What Am I Reading: Asim Waqif
by STIRworldApr 13, 2020
•make your fridays matter with a well-read weekend
by STIRworldPublished on : Mar 31, 2020
What is the name of the book?
Anpu Varkey (AV): Vermilion Sands.
Who is the author?AV: J. G. Ballard.
What is the genre?
AV: New wave science fiction - it’s a collection of short stories based in a fictional place called 'Vermilion Sands’.
Why this book - could you please highlight its most notable aspects?
AV: Vermilion Sands is a resort town, careening with artists, poets, actresses in an unencumbered leisure. Each story signals a different superior mechanism that spills, like the cloud sculptors of Coral D, where painted gliders sail above the sand reefs to carve a portrait on a cloud.
Ballard materialises landscapes as if they were painted by a surrealist. The writing is vivid and it propels you to envision the disenchanted lifestyles of the rich within Vermilion Sands. It’s a decrepit world of vanishing aura, furnished by a blazing landscape.

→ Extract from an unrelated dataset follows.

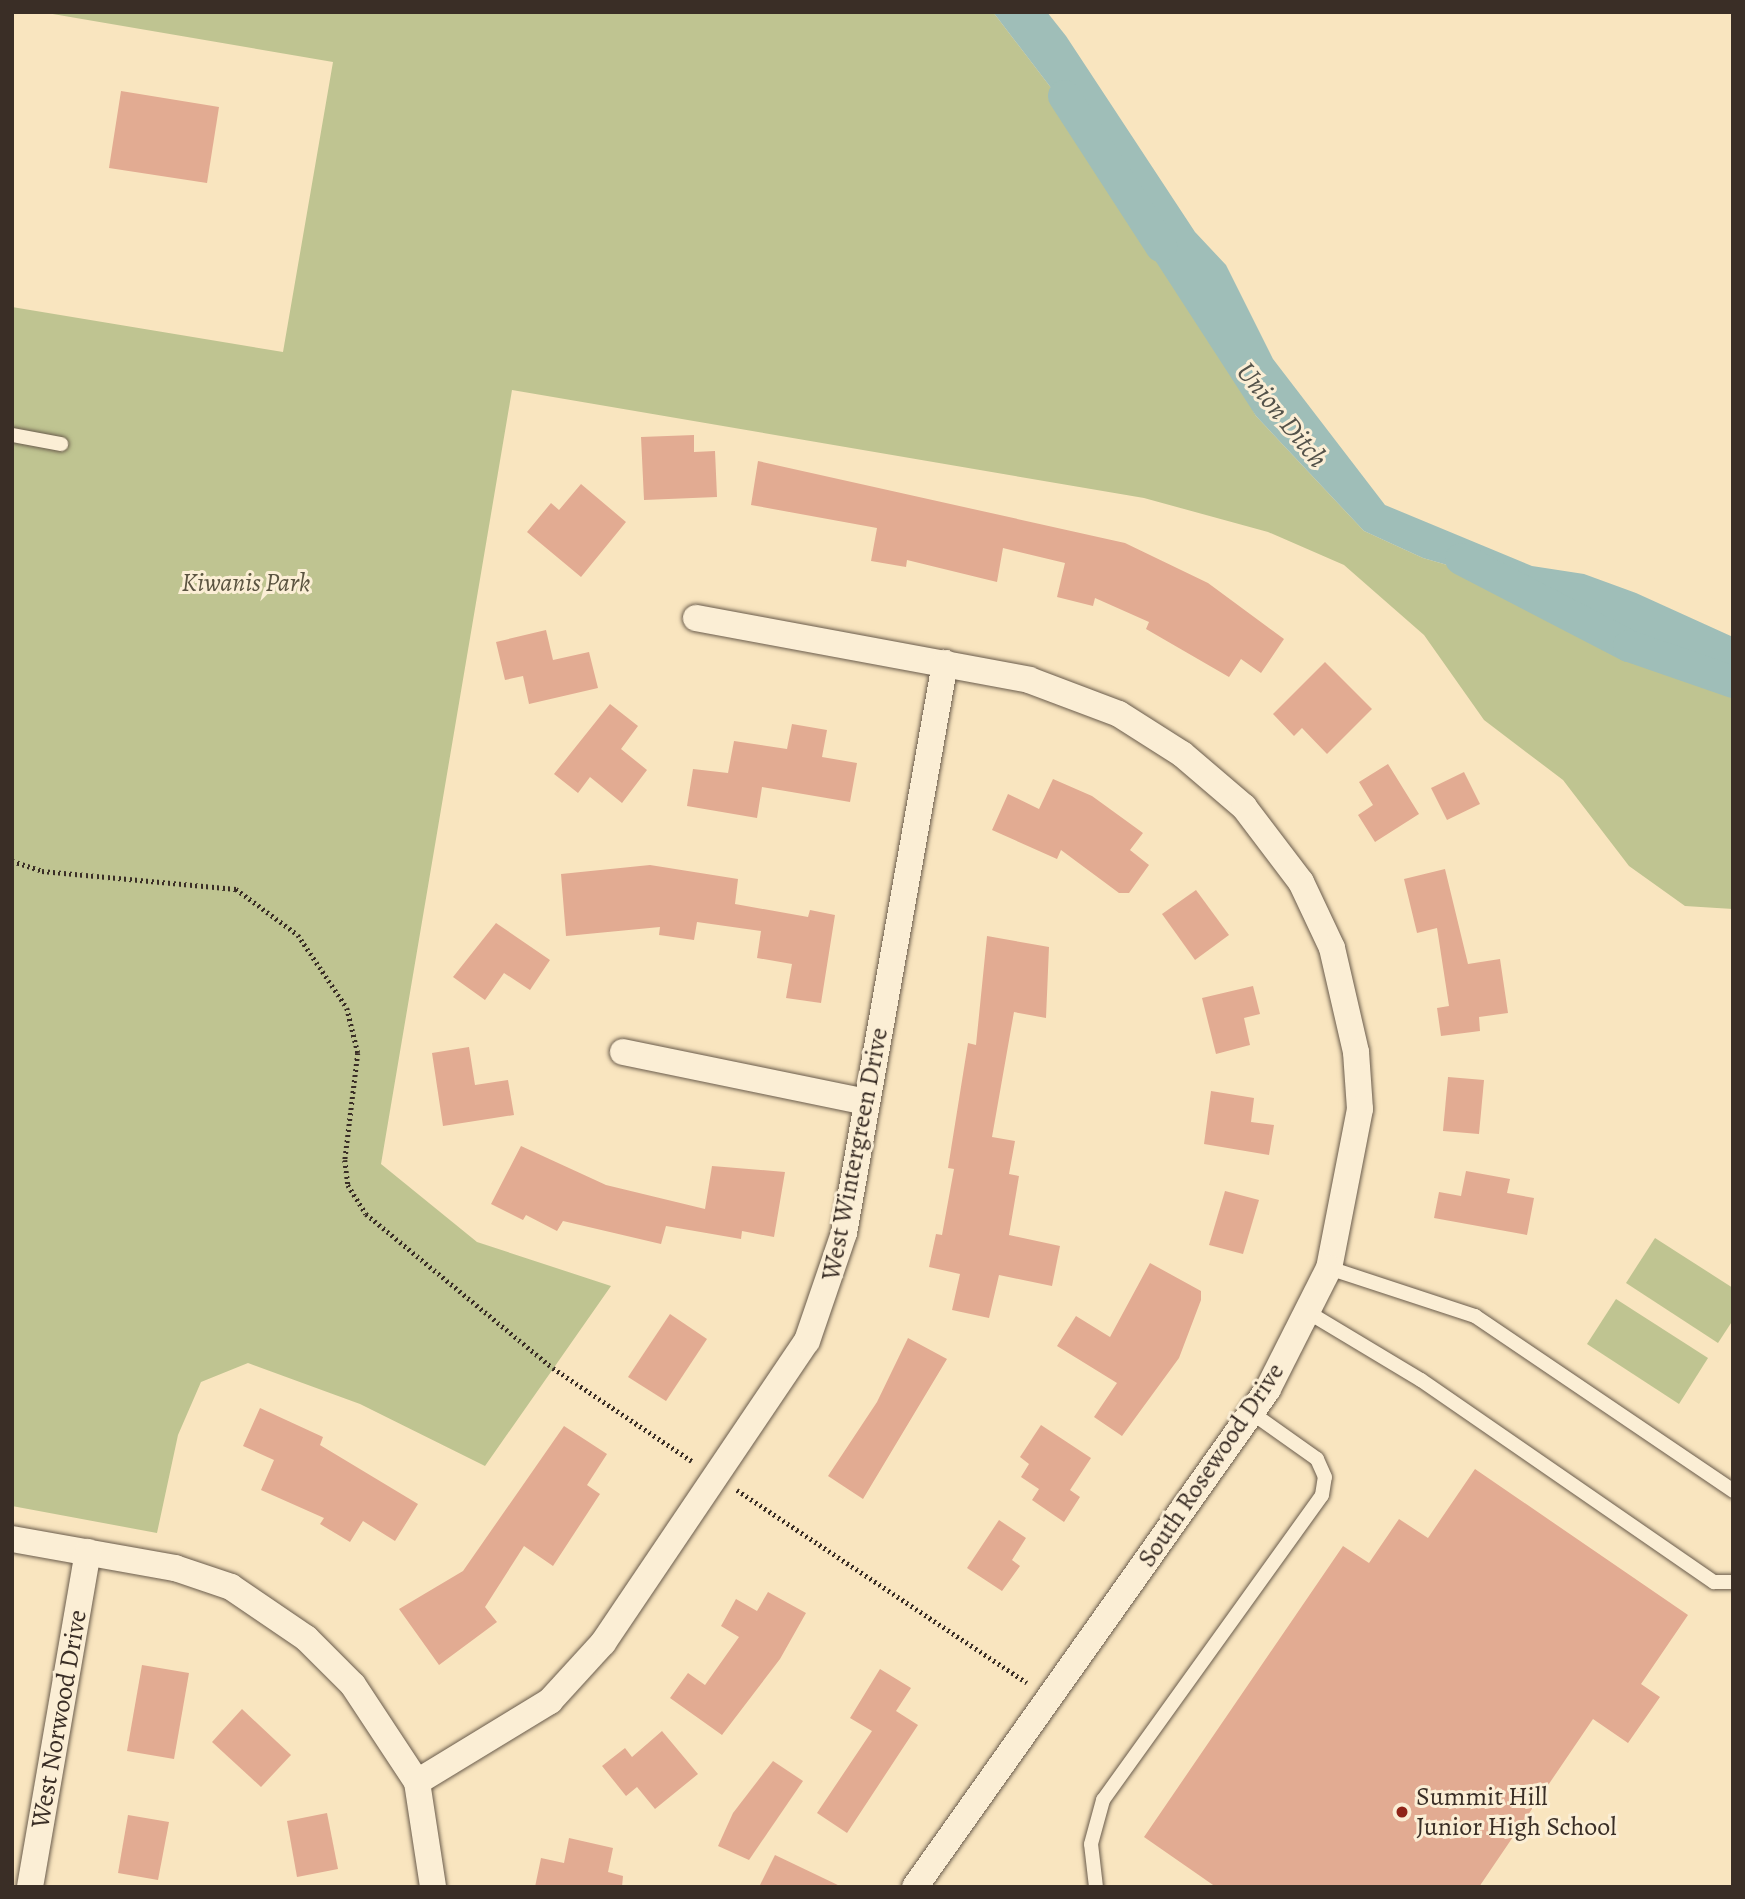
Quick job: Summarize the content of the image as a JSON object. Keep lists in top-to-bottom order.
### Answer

One of the most haunting short stories from the book is Cry Hope, Cry Fury - an injured captain takes shelter at an artist’s abode, who then proceeds to make a reclining portrait of him with photosensitive paint. The living paint paints itself more grotesquely, revealing more of the artists’ inner nature.
Ballard creates these barren landscapes with scanty human presence. Within it are sculpted clouds, cerise (a light, clear red colour) sand, orchids that are operatic, sonic sculptures that screech like a banshee and metallic sculptures that grow and produce hellish music. It’s all there in Vermilion Sands.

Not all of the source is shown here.